WHAT NEEDS TO BE DONE: Read through the lines below for the string "Asap" and copy each one that has it.

[Extracted data entries]
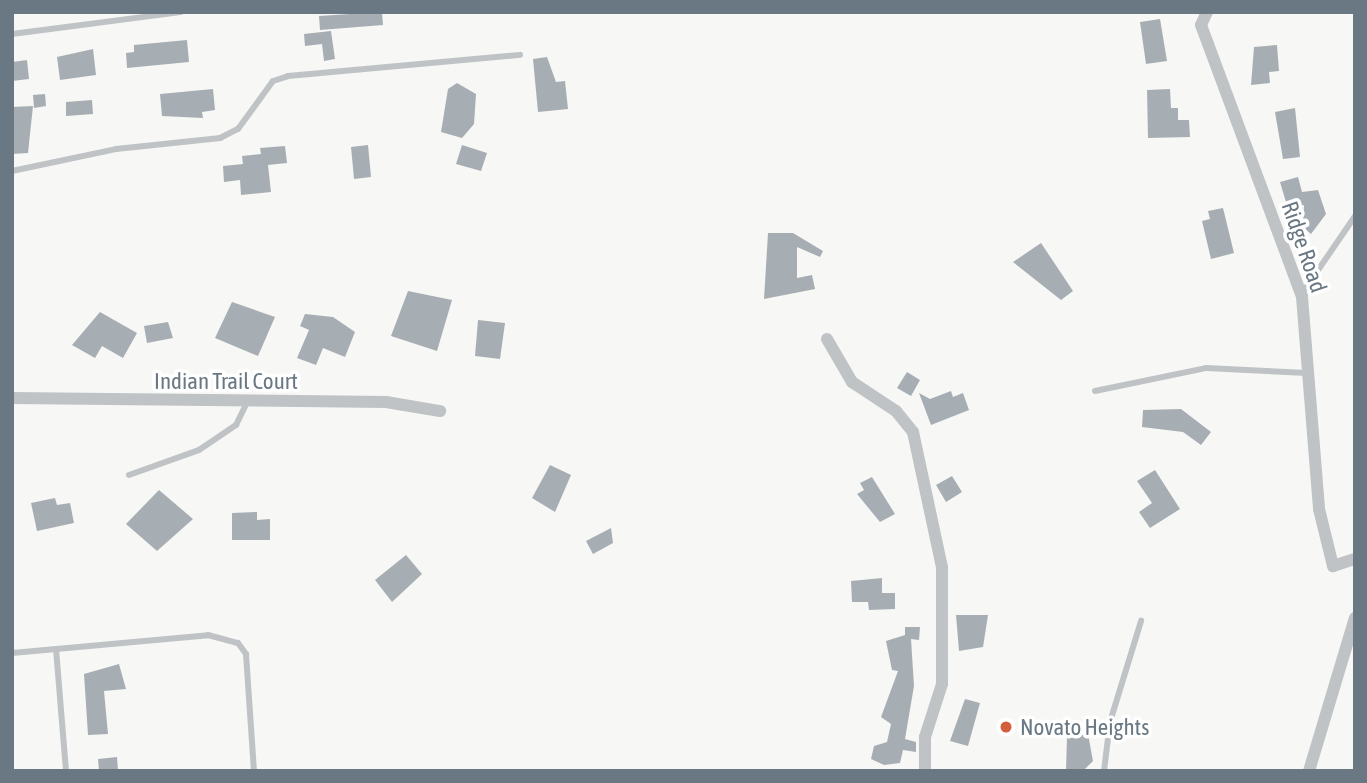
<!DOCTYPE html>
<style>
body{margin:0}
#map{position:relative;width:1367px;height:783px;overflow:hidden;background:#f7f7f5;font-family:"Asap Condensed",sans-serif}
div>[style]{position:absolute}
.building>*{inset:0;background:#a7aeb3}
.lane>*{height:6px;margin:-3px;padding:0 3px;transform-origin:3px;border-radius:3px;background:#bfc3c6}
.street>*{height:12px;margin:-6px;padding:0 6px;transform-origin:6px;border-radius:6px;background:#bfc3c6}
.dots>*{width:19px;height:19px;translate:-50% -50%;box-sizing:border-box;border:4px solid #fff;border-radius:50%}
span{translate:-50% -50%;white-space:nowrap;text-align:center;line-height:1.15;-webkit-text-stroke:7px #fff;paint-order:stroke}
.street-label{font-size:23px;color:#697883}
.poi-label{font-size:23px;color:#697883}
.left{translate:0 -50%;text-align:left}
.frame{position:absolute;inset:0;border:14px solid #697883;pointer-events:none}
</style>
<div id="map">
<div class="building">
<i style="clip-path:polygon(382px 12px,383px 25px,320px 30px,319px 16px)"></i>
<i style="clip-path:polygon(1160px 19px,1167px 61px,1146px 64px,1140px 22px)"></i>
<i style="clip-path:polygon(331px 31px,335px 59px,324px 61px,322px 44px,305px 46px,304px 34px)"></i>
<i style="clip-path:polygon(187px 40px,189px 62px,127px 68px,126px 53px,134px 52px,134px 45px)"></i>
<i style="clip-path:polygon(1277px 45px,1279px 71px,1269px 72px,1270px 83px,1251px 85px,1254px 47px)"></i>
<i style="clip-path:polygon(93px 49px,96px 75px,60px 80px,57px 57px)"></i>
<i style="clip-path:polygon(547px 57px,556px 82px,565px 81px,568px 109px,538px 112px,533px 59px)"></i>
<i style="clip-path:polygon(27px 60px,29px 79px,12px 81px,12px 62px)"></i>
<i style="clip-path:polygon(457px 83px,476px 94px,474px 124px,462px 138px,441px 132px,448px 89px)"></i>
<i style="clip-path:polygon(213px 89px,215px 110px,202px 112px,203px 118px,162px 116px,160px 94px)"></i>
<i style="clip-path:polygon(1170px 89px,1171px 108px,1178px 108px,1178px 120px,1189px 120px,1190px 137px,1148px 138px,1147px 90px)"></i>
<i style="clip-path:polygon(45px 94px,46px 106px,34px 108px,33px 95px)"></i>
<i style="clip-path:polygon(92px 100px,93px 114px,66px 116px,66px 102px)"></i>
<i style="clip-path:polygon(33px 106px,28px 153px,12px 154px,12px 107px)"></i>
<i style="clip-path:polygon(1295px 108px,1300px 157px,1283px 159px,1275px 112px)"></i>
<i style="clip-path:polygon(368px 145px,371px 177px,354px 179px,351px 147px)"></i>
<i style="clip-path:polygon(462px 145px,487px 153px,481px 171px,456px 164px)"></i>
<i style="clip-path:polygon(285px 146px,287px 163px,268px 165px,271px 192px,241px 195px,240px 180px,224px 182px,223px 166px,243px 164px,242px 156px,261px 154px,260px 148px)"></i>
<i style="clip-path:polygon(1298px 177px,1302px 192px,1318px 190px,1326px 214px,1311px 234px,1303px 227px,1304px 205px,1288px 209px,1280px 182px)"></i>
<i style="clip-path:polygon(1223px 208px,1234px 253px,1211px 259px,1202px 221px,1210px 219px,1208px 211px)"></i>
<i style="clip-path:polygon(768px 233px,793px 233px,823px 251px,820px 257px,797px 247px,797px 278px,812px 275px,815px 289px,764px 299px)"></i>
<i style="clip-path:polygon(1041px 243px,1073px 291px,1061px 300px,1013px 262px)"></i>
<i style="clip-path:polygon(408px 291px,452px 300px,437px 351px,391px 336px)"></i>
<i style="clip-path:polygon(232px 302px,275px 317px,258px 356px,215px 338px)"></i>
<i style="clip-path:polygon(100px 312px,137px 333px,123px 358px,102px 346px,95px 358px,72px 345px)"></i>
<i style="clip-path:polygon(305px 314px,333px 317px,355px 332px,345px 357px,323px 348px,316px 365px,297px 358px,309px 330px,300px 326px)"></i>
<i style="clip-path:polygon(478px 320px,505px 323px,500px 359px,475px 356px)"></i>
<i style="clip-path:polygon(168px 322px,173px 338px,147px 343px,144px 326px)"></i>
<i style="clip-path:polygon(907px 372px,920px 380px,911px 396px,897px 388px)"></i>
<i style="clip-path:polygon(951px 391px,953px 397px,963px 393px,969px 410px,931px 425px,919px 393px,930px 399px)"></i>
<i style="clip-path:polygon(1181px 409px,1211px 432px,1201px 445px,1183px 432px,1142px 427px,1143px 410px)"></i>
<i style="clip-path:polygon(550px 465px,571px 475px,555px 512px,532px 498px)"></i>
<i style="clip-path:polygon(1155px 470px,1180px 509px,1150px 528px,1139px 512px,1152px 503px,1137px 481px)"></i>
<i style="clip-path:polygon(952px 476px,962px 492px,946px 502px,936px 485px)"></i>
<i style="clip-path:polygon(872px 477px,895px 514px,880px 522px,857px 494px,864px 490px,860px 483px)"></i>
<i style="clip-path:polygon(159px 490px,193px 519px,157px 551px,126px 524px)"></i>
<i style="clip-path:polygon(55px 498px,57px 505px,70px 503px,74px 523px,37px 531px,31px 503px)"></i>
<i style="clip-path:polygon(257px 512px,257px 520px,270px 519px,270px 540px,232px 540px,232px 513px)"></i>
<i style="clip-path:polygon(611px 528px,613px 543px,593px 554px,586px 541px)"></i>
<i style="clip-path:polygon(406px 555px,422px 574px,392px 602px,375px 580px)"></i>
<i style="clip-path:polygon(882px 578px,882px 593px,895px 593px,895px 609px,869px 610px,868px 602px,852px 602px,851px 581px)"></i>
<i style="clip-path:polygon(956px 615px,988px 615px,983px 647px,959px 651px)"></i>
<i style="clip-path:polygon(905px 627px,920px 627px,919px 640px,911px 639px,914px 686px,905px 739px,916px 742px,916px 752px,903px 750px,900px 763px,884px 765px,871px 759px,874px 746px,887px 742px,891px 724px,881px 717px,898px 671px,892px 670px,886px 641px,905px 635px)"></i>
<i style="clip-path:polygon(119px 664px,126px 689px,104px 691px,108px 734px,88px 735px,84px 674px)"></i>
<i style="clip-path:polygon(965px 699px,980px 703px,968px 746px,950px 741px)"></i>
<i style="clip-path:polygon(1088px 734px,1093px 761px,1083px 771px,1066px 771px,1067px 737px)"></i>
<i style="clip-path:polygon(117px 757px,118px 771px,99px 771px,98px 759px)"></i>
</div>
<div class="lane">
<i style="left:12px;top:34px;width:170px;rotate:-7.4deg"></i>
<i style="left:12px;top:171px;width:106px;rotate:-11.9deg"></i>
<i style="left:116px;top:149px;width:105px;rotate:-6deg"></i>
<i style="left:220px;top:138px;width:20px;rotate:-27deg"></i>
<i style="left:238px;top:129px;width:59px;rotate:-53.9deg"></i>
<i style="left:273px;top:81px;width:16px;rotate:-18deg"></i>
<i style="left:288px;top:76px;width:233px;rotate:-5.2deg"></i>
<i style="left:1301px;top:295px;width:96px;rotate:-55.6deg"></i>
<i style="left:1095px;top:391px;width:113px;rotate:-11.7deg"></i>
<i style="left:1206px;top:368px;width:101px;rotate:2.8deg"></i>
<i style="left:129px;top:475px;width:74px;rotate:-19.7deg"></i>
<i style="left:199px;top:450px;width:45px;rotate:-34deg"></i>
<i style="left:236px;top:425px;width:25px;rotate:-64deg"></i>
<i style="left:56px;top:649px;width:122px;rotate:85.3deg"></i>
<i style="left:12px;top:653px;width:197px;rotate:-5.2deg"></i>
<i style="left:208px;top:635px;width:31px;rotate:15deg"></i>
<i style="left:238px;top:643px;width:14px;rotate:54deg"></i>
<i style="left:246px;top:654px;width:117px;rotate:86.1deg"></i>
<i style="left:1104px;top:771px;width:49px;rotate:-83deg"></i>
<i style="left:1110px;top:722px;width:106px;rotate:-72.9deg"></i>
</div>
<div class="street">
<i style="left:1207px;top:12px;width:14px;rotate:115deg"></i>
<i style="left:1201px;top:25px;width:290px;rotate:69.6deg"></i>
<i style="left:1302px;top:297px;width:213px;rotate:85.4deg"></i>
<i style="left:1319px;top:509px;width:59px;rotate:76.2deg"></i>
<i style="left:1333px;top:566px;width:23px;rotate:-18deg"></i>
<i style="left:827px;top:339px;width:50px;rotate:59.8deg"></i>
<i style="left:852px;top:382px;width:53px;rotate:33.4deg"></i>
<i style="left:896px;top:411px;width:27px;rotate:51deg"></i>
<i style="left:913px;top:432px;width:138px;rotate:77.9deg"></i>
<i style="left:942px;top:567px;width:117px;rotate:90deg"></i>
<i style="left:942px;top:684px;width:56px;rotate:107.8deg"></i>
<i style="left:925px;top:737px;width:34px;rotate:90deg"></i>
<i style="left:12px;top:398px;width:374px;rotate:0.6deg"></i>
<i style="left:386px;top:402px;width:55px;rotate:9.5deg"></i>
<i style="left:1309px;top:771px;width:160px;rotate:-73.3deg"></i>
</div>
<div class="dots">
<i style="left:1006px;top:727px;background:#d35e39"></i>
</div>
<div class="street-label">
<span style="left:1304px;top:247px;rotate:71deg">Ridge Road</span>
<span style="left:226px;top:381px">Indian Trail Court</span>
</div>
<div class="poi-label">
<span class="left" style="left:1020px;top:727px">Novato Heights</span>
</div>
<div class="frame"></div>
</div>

* * *

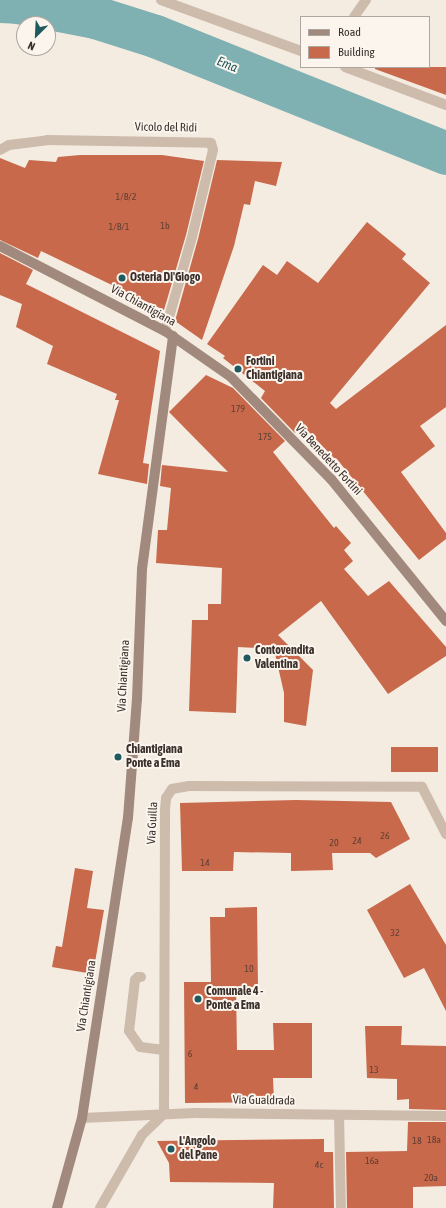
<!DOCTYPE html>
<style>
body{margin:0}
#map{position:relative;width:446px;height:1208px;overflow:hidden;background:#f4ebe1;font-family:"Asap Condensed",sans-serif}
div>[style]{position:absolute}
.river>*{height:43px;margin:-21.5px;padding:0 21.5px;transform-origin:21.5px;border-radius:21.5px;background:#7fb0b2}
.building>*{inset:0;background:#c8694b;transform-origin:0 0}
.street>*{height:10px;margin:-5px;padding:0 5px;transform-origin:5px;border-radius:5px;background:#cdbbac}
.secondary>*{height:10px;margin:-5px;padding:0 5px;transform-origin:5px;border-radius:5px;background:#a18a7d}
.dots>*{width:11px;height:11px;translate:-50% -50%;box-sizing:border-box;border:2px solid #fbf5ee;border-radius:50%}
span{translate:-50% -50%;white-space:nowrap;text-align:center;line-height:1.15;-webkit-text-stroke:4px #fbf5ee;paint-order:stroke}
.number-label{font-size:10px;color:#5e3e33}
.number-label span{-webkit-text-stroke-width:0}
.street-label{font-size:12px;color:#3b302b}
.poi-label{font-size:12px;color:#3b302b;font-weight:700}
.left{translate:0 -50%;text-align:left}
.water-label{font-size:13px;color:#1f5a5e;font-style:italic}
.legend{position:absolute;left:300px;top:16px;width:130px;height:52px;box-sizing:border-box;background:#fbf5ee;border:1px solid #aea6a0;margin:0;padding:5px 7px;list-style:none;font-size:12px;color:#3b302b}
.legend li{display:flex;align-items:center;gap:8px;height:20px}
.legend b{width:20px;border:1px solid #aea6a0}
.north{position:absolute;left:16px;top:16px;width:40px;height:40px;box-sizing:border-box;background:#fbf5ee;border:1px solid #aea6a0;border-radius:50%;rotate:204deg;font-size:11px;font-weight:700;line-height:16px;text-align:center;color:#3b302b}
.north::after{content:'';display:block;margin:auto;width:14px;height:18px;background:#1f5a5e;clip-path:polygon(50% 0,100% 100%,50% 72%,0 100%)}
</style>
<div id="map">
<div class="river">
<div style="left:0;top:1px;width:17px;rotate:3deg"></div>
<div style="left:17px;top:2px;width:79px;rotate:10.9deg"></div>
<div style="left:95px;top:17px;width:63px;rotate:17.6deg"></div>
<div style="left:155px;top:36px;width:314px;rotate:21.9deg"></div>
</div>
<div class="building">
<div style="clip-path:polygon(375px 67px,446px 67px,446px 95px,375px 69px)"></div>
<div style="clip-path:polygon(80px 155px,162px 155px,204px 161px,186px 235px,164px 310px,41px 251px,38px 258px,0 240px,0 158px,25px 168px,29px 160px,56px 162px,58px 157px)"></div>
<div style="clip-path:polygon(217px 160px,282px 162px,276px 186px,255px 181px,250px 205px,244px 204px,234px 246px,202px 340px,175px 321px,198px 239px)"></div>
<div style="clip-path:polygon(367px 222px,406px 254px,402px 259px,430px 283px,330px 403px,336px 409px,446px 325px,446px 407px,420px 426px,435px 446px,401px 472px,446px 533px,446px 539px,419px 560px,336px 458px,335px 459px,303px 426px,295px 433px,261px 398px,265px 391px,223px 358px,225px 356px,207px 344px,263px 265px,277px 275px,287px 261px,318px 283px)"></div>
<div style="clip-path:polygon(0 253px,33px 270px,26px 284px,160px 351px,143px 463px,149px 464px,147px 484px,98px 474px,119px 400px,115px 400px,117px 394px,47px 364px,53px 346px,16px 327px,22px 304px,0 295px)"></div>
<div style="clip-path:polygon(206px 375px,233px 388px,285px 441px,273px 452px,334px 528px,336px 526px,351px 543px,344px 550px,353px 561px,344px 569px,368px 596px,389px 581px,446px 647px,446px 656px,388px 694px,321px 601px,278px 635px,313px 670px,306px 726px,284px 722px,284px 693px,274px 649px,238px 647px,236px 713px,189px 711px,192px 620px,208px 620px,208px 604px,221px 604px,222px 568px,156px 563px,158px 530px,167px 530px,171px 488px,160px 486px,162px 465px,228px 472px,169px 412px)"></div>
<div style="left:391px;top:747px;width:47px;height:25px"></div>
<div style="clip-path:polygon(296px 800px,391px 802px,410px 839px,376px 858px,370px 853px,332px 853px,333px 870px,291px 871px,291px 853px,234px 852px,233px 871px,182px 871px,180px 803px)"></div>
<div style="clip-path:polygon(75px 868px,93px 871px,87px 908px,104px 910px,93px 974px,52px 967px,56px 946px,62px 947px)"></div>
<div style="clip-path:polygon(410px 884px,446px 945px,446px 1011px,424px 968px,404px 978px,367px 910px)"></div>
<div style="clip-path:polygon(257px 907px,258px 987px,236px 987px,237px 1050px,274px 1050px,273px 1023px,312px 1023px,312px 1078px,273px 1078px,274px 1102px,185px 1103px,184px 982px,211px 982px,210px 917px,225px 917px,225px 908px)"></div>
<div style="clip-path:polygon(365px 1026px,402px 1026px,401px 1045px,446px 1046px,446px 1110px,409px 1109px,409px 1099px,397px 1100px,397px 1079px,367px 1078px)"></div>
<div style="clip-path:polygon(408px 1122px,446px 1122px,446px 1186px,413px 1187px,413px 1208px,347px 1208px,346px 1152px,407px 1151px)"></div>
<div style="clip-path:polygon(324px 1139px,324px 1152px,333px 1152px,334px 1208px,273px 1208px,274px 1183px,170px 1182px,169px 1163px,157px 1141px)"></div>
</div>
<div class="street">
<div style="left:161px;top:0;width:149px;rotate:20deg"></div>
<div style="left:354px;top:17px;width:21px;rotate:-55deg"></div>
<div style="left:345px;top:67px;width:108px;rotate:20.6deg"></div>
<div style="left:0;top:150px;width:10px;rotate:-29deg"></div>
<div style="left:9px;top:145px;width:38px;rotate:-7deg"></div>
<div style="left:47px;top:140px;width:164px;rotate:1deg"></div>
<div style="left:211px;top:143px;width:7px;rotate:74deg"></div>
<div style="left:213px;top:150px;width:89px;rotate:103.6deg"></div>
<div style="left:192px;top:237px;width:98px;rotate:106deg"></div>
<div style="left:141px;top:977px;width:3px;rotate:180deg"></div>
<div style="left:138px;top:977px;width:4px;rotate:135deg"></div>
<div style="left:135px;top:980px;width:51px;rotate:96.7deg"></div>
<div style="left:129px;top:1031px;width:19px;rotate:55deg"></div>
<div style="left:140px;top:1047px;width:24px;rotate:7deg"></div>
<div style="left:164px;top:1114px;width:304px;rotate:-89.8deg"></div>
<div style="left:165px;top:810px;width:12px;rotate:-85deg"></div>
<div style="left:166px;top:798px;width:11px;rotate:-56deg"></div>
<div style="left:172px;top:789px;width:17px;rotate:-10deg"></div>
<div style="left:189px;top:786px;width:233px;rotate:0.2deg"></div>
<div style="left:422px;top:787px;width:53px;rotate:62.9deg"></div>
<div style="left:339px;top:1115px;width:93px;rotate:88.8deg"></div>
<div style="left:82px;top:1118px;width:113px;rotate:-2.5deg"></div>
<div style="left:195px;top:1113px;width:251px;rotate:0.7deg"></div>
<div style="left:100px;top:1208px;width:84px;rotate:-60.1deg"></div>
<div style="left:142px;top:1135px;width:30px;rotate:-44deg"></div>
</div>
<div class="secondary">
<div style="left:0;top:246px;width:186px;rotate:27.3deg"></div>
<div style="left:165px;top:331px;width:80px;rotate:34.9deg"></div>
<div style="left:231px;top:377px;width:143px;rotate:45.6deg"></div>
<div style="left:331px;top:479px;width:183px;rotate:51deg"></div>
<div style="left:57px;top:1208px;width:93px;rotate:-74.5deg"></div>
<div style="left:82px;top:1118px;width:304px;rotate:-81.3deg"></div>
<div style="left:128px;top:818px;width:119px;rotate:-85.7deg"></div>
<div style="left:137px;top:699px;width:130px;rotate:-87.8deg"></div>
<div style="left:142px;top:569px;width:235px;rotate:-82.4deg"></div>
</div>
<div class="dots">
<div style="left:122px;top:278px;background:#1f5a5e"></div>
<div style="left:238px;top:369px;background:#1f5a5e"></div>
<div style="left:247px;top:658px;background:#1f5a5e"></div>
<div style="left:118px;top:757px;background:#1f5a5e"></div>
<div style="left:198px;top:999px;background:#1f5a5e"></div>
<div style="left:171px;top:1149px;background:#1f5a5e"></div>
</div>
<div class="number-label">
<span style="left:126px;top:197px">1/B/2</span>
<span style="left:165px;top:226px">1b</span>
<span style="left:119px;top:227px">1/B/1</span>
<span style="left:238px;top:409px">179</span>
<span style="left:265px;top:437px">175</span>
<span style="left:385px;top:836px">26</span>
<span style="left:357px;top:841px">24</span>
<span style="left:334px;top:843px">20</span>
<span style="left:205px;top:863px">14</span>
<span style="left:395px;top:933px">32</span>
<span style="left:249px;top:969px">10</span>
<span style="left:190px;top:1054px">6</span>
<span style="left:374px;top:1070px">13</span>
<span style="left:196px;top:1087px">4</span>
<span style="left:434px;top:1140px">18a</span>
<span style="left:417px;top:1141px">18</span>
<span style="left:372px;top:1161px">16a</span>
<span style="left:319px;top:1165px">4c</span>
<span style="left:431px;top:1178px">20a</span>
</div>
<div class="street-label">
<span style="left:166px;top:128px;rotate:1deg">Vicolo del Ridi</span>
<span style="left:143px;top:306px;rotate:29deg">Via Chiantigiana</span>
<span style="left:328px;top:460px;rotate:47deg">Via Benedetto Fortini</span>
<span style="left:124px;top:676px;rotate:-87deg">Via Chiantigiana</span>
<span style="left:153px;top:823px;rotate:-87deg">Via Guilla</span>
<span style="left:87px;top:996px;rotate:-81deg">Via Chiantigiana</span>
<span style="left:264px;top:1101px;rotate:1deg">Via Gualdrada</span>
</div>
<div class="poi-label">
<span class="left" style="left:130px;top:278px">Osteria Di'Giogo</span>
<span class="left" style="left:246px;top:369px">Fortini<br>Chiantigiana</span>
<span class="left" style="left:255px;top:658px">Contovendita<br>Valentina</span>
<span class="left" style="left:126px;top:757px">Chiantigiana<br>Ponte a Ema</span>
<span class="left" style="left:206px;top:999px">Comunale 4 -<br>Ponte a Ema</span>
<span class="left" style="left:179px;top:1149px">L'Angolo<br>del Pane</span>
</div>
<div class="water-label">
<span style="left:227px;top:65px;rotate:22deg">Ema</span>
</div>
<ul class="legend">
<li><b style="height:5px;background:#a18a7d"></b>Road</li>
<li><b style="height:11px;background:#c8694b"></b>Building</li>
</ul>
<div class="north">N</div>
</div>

TASK SOLUTION:
#map{position:relative;width:1367px;height:783px;overflow:hidden;background:#f7f7f5;font-family:"Asap Condensed",sans-serif}
#map{position:relative;width:446px;height:1208px;overflow:hidden;background:#f4ebe1;font-family:"Asap Condensed",sans-serif}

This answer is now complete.